Before: MARTIN and BOGGS, Circuit Judges, and ZATKOFF, District Judge.*
ZATKOFF, District Judge.
Plaintiff-appellant Lattimer-Stevens Company (hereinafter "Company") appeals from the summary judgment of the district court in favor of defendant-appellee United Steelworkers of America, AFL-CIO (hereinafter "Union"). In granting the summary judgment, the district court affirmed an arbitrator's decision in favor of the Union. For the reasons that follow, we affirm.
The Company and the Union entered into a three-year Collective Bargaining Agreement (hereinafter "CBA") effective September 12, 1984. The CBA had a broad grievance procedure that culminated in binding arbitration. Following the execution of the 1984 CBA, a member of the Union employed by the Company filed a grievance raising an issue of contract interpretation concerning a longevity pay increase provided for in the contract. That grievance was eventually submitted to arbitration, and the arbitrator issued an Opinion and Award on January 30, 1986 resolving the matter in favor of the Union.

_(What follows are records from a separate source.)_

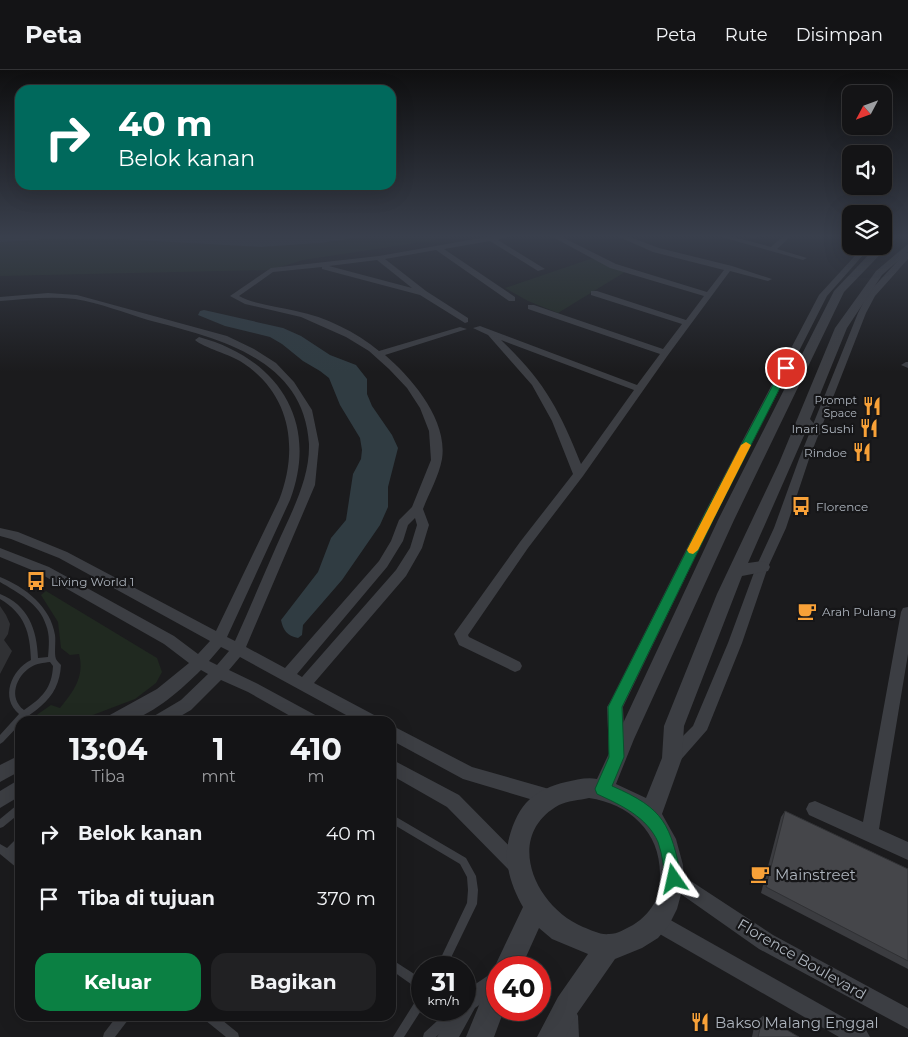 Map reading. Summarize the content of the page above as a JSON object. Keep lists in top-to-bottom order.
{
  "streets": {
    "street": ["Florence Boulevard"]
  },
  "places": {
    "restaurant": [
      "Prompt Space",
      "Inari Sushi",
      "Rindoe",
      "Bakso Malang Enggal"
    ],
    "bus stop": ["Florence", "Living World 1"],
    "cafe": ["Arah Pulang", "Mainstreet"]
  },
  "north": "bottom left",
  "page": {
    "header": "Peta",
    "nav": ["Peta", "Rute", "Disimpan"],
    "turn": ["40 m", "Belok kanan"],
    "eta": [
      "13:04",
      "Tiba",
      "1",
      "mnt",
      "410",
      "m"
    ],
    "list": [
      {
        "name": "Belok kanan",
        "value": "40 m"
      },
      {
        "name": "Tiba di tujuan",
        "value": "370 m"
      }
    ],
    "buttons": ["Keluar", "Bagikan"],
    "speed": "31 km/h",
    "limit": "40"
  }
} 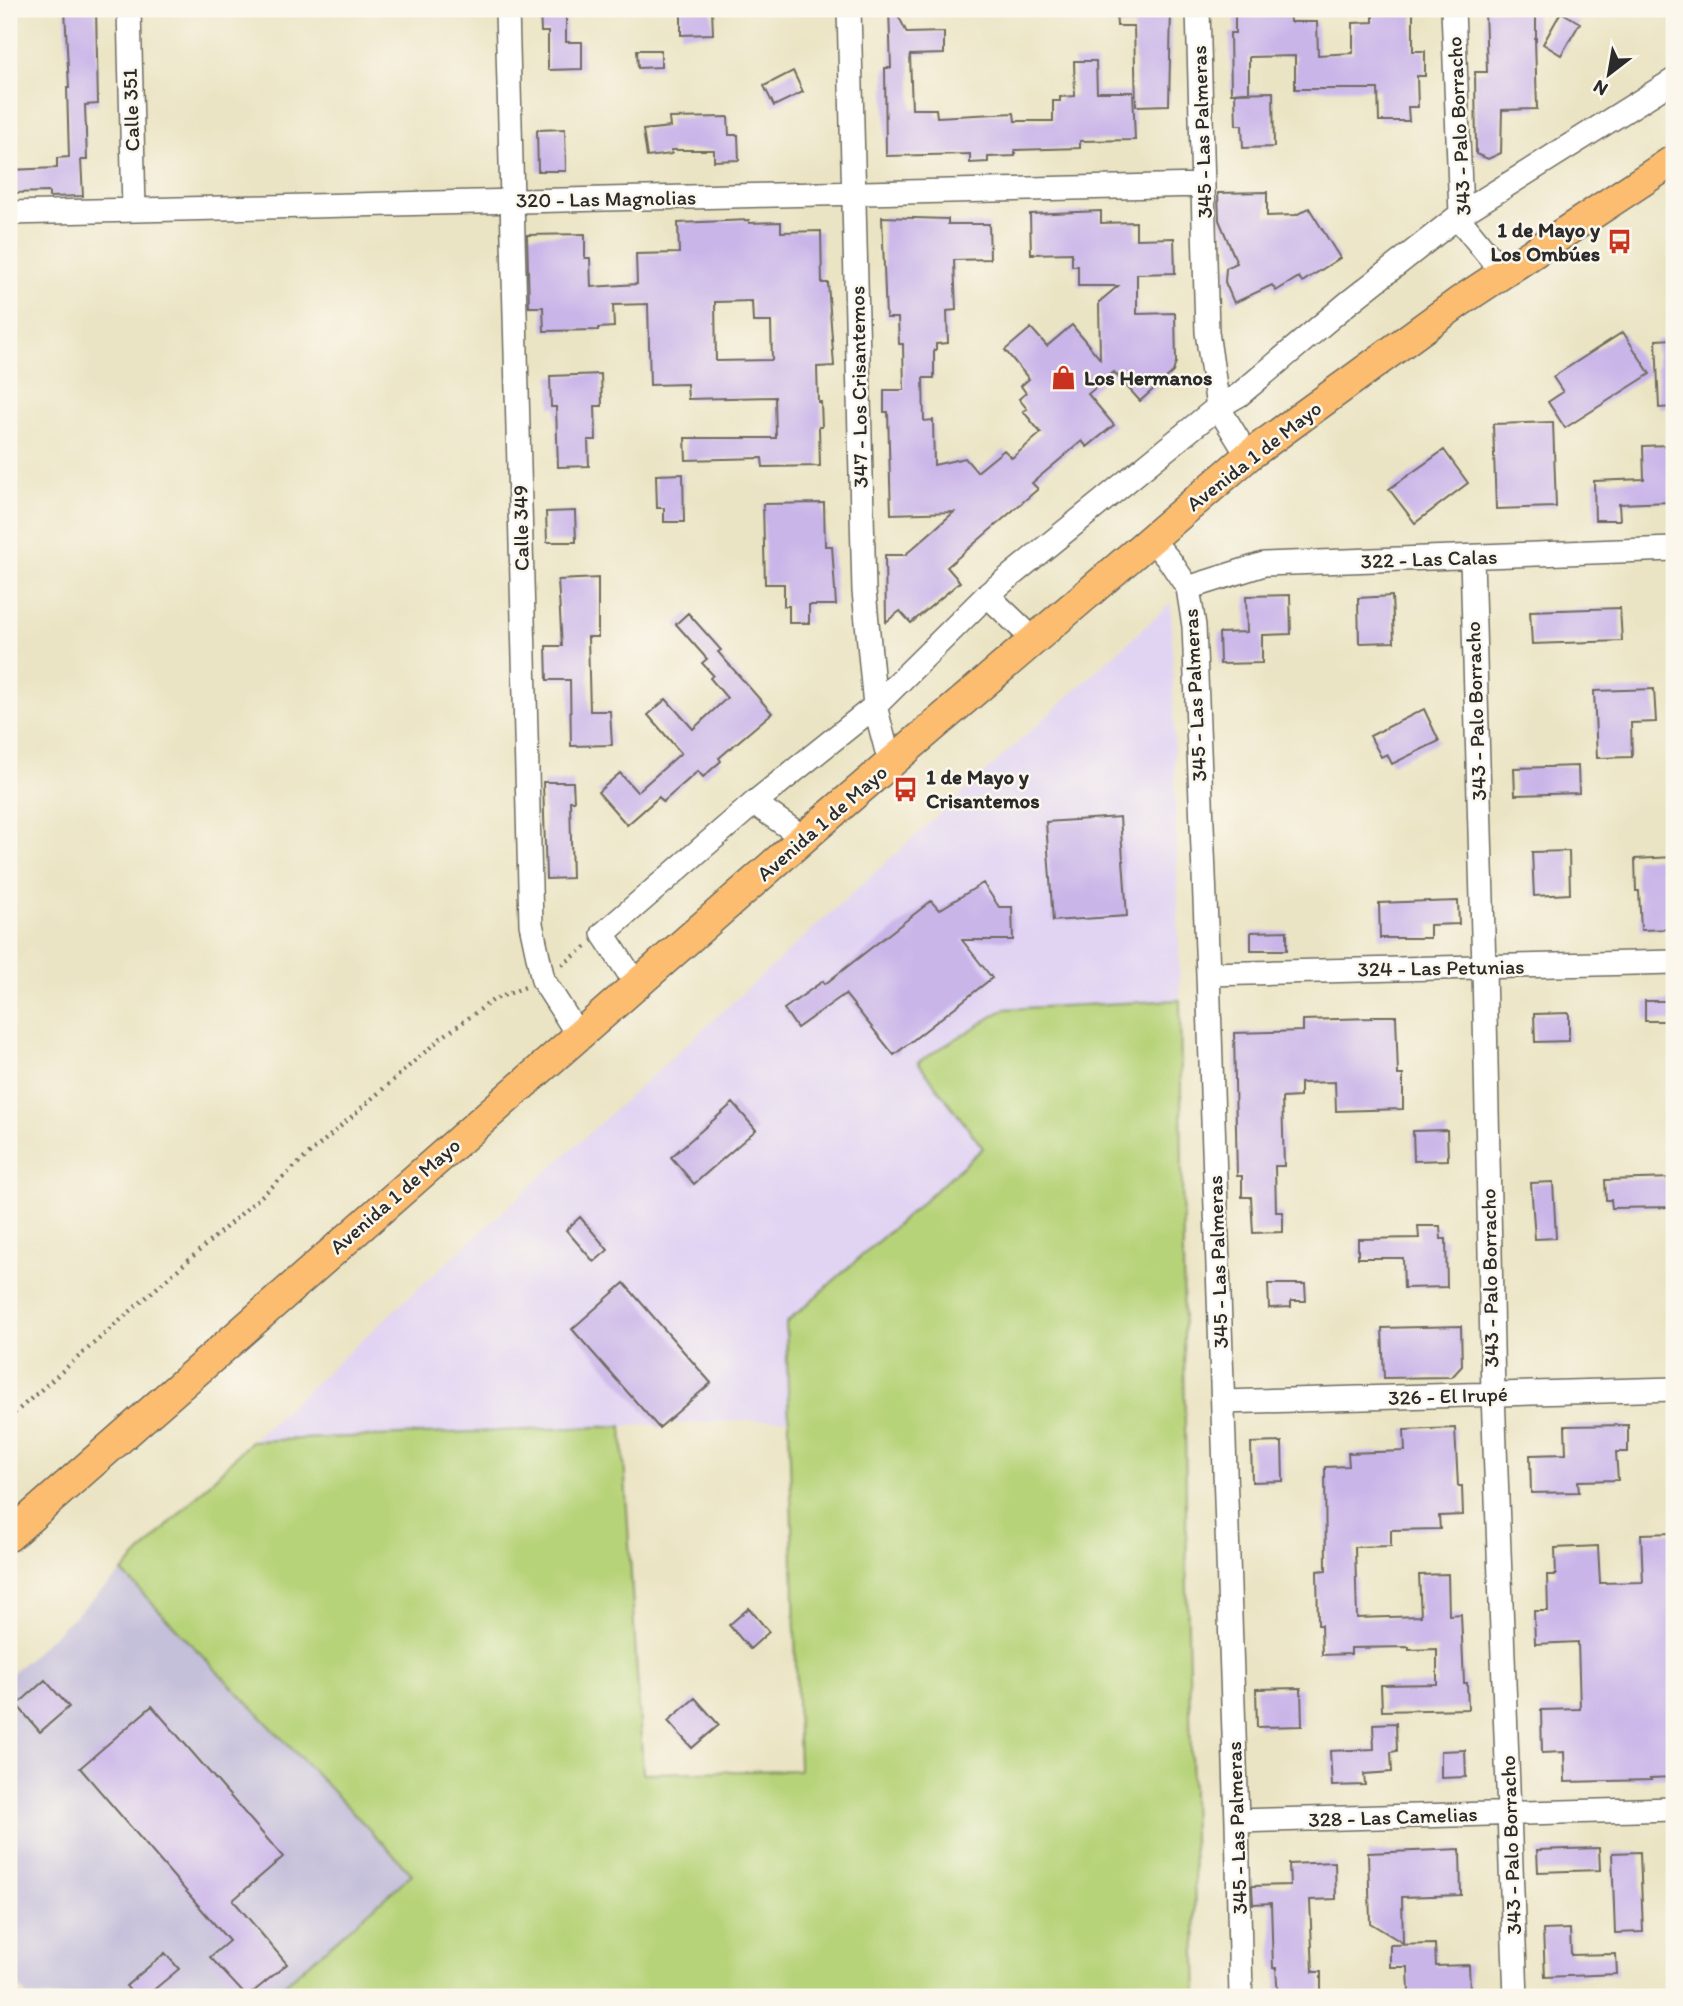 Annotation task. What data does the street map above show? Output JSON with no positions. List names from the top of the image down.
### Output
{
  "streets": {
    "main road": ["Avenida 1 de Mayo"],
    "street": [
      "Calle 351",
      "343 - Palo Borracho",
      "345 - Las Palmeras",
      "320 - Las Magnolias",
      "347 - Los Crisantemos",
      "Calle 349",
      "322 - Las Calas",
      "324 - Las Petunias",
      "326 - El Irupé",
      "328 - Las Camelias"
    ]
  },
  "crossings": [
    ["Calle 351", "320 - Las Magnolias"],
    ["343 - Palo Borracho", "Avenida 1 de Mayo"],
    ["343 - Palo Borracho", "322 - Las Calas"],
    ["343 - Palo Borracho", "324 - Las Petunias"],
    ["343 - Palo Borracho", "326 - El Irupé"],
    ["343 - Palo Borracho", "328 - Las Camelias"],
    ["345 - Las Palmeras", "320 - Las Magnolias"],
    ["345 - Las Palmeras", "Avenida 1 de Mayo"],
    ["345 - Las Palmeras", "322 - Las Calas"],
    ["345 - Las Palmeras", "324 - Las Petunias"],
    ["345 - Las Palmeras", "326 - El Irupé"],
    ["345 - Las Palmeras", "328 - Las Camelias"],
    ["320 - Las Magnolias", "347 - Los Crisantemos"],
    ["320 - Las Magnolias", "Calle 349"],
    ["347 - Los Crisantemos", "Avenida 1 de Mayo"],
    ["Avenida 1 de Mayo", "Calle 349"]
  ],
  "places": {
    "bus stop": ["1 de Mayo y Los Ombúes", "1 de Mayo y Crisantemos"],
    "shop": ["Los Hermanos"]
  },
  "north": "bottom left"
} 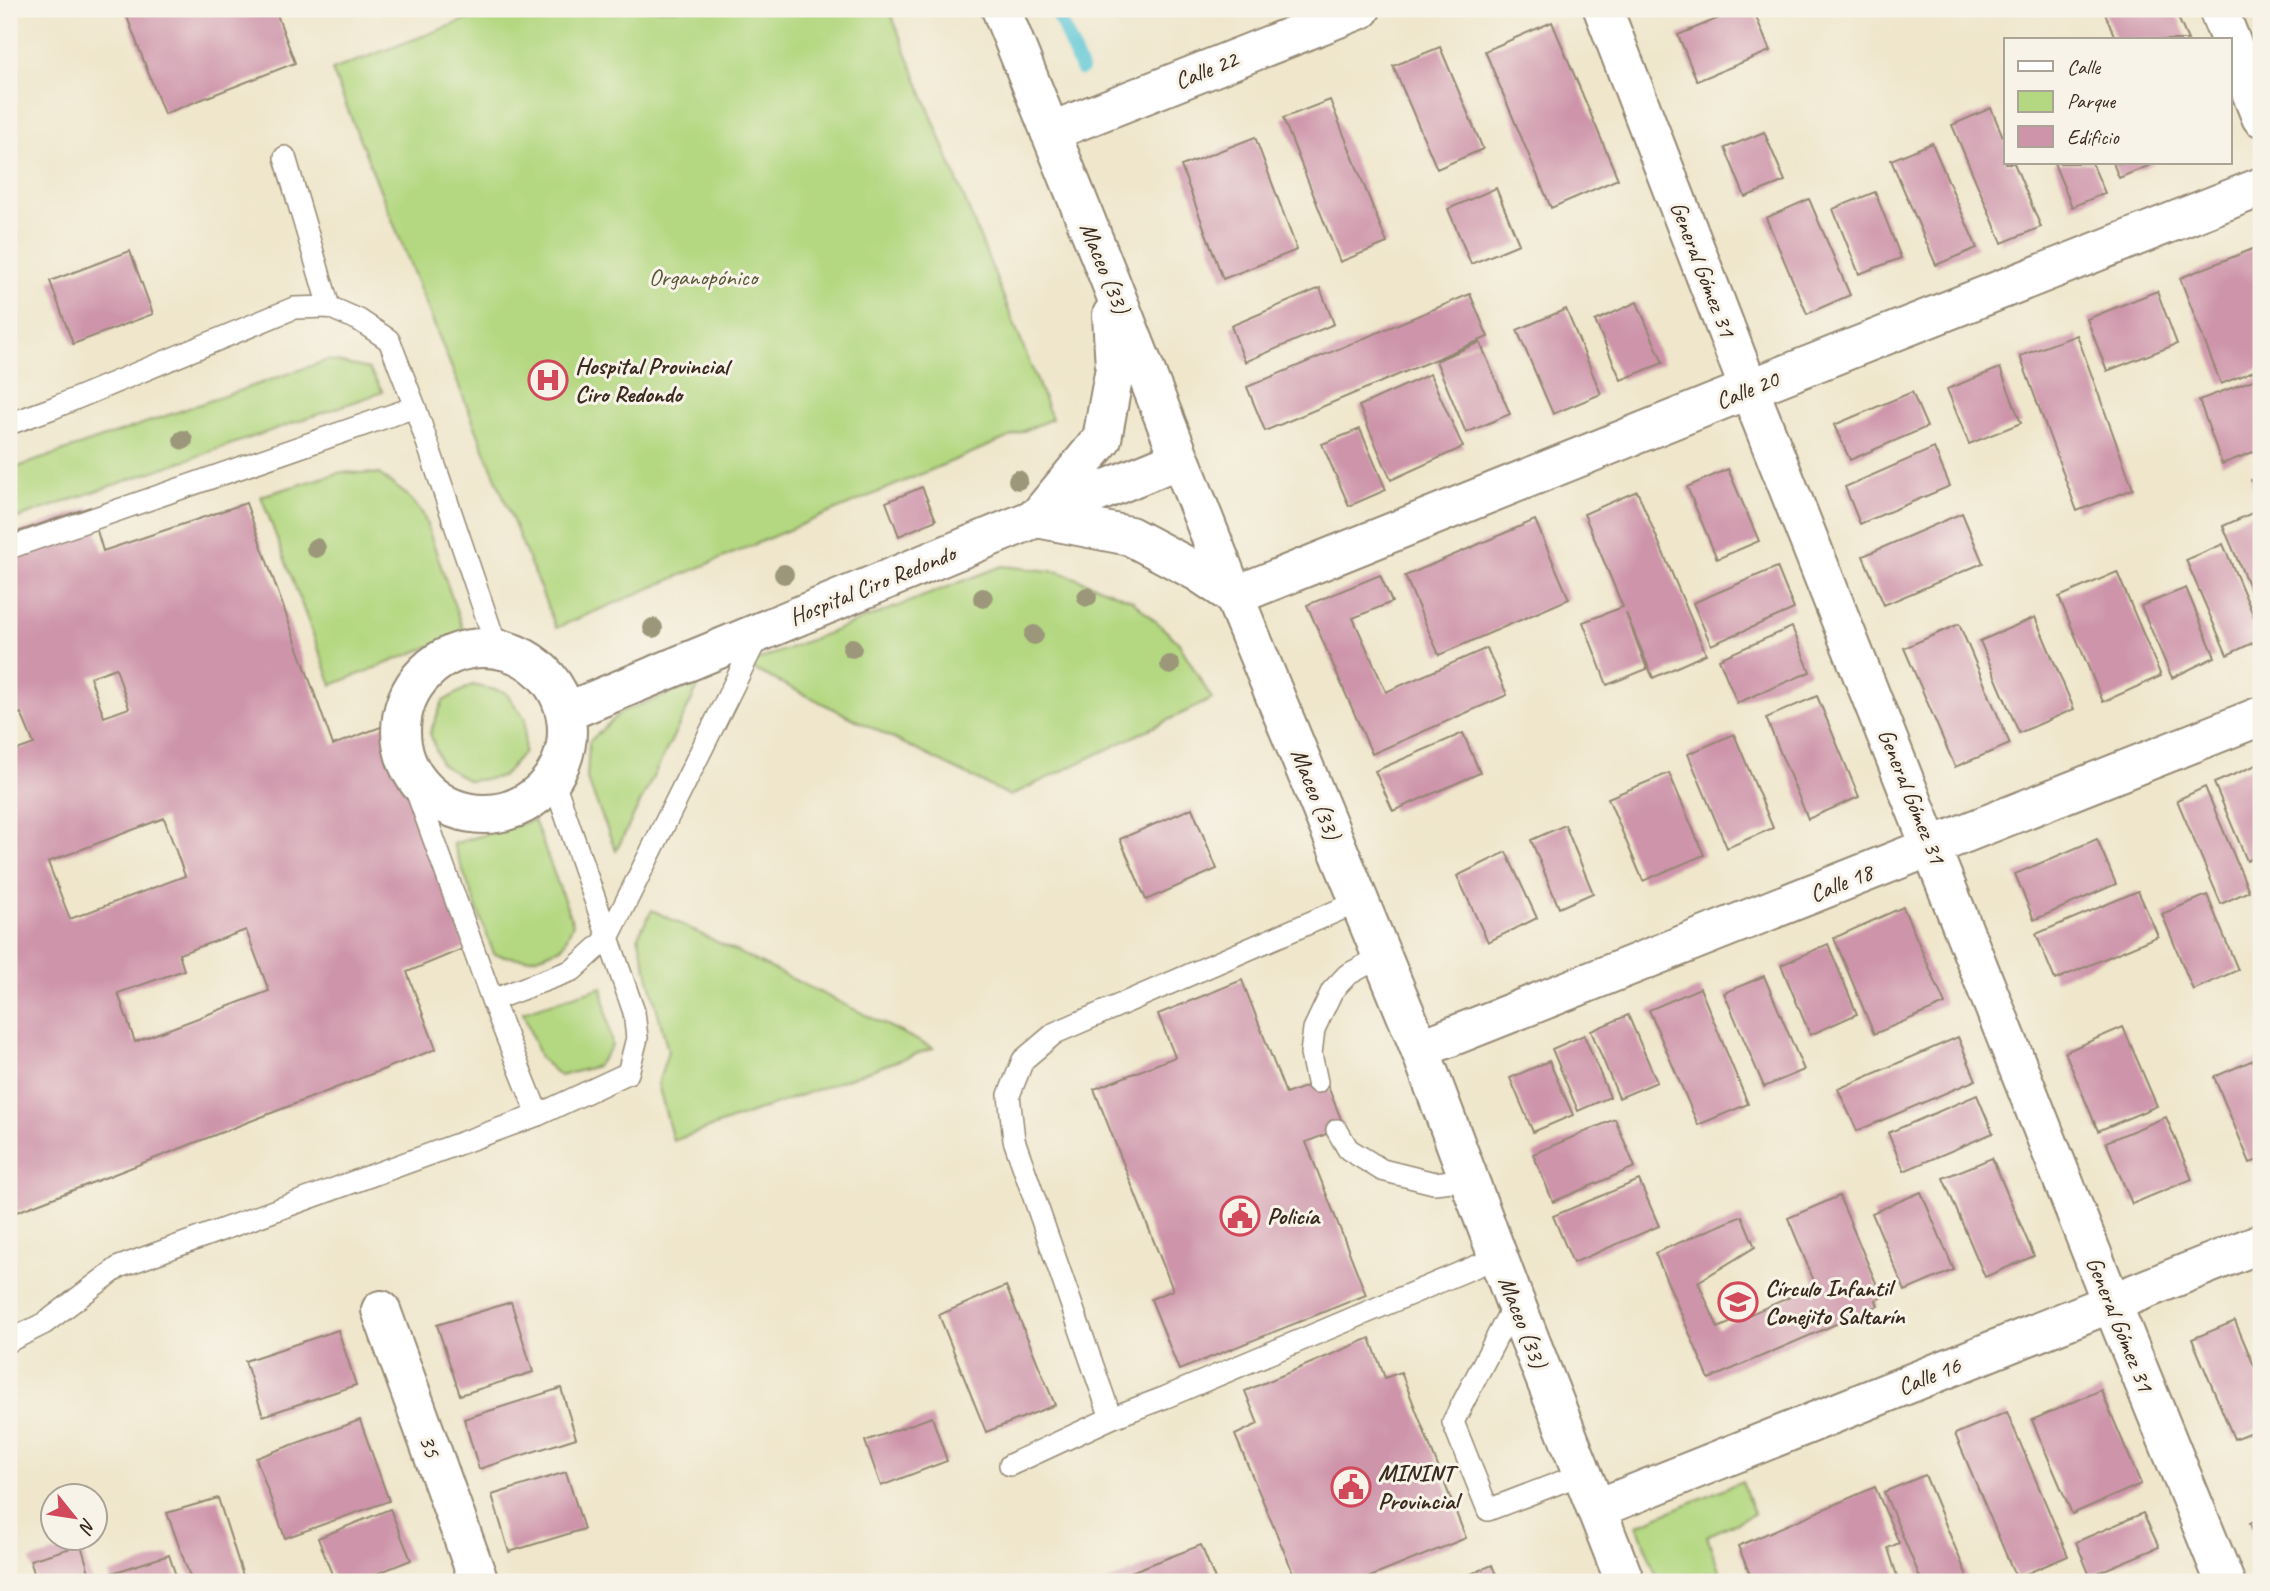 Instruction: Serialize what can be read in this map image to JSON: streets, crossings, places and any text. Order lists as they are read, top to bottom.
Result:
{
  "streets": {
    "street": [
      "Calle 22",
      "Maceo (33)",
      "General Gómez 31",
      "Calle 20",
      "Hospital Ciro Redondo",
      "Calle 18",
      "Calle 16",
      "35"
    ]
  },
  "crossings": [
    ["Calle 22", "Maceo (33)"],
    ["Maceo (33)", "Calle 20"],
    ["Maceo (33)", "Hospital Ciro Redondo"],
    ["Maceo (33)", "Calle 18"],
    ["Maceo (33)", "Calle 16"],
    ["General Gómez 31", "Calle 20"],
    ["General Gómez 31", "Calle 18"],
    ["General Gómez 31", "Calle 16"]
  ],
  "parks": ["Organopónico"],
  "places": {
    "hospital": ["Hospital Provincial Ciro Redondo"],
    "public building": ["Policía", "MININT Provincial"],
    "school or university": ["Círculo Infantil Conejito Saltarín"]
  },
  "legend": ["Calle", "Parque", "Edificio"],
  "north": "bottom right"
}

The dispute in this case concerns the arbitrator's interpretation of Article XXIV of the 1984 CBA, which reads as follows:
In addition to the pay increases described herein, all Tier 1 employees shall receive a longevity increase of 15cents per hour, payable as follows: Tier 1 employees who have been employed by the Company for more than three years as of September 12, 1984, shall receive said longevity increase on the first anniversary date of their employment following the effective date of this contract. Tier 1 employees who have been employed by the Company for less than three years as of the effective date of this contract, longevity increases shall be payable on the anniversary date of their employment when they have been employed by the Company for three years.
According to the arbitrator's Opinion and Award, "the issue for the arbitrator to decide was the interpretation of [Article XXIV] as to when longevity wage increases are to be paid." The arbitrator determined that Article XXIV, quoted above, called for annual longevity wage increases of 15cents per hour for those employees who had been employed by the Company for more than three years. In making this decision, the arbitrator noted that the CBA, as adopted in 1975, contained a significant difference in contractual language that expressly limited longevity increases to triennial payments. The language of the 1975 CBA was as follows:
In addition to the pay increases described herein, all employees shall receive a longevity increase of 12cents per hour, payable as follows: employees who have been employed by the Company for more than three years as of April 1, 1975, shall receive said longevity increase on the first anniversary date of their employment following the effective date of this contract, and shall receive a longevity increase thereafter, at three year intervals. For employees who have been employed by the Company for less than three years as of the effective date of this contract, longevity increases shall be payable on the anniversary date of their employment when they have been employed by the Company for three years. Thereafter, such employees shall receive longevity increases at three year intervals.
The arbitrator further noted that collective bargaining resulted in a new CBA in 1978, in which the above-underscored passages were deleted. The CBAs between the Company and the Union in 1978 and 1981 contained language on longevity increases that was virtually identical to that in the 1984 CBA.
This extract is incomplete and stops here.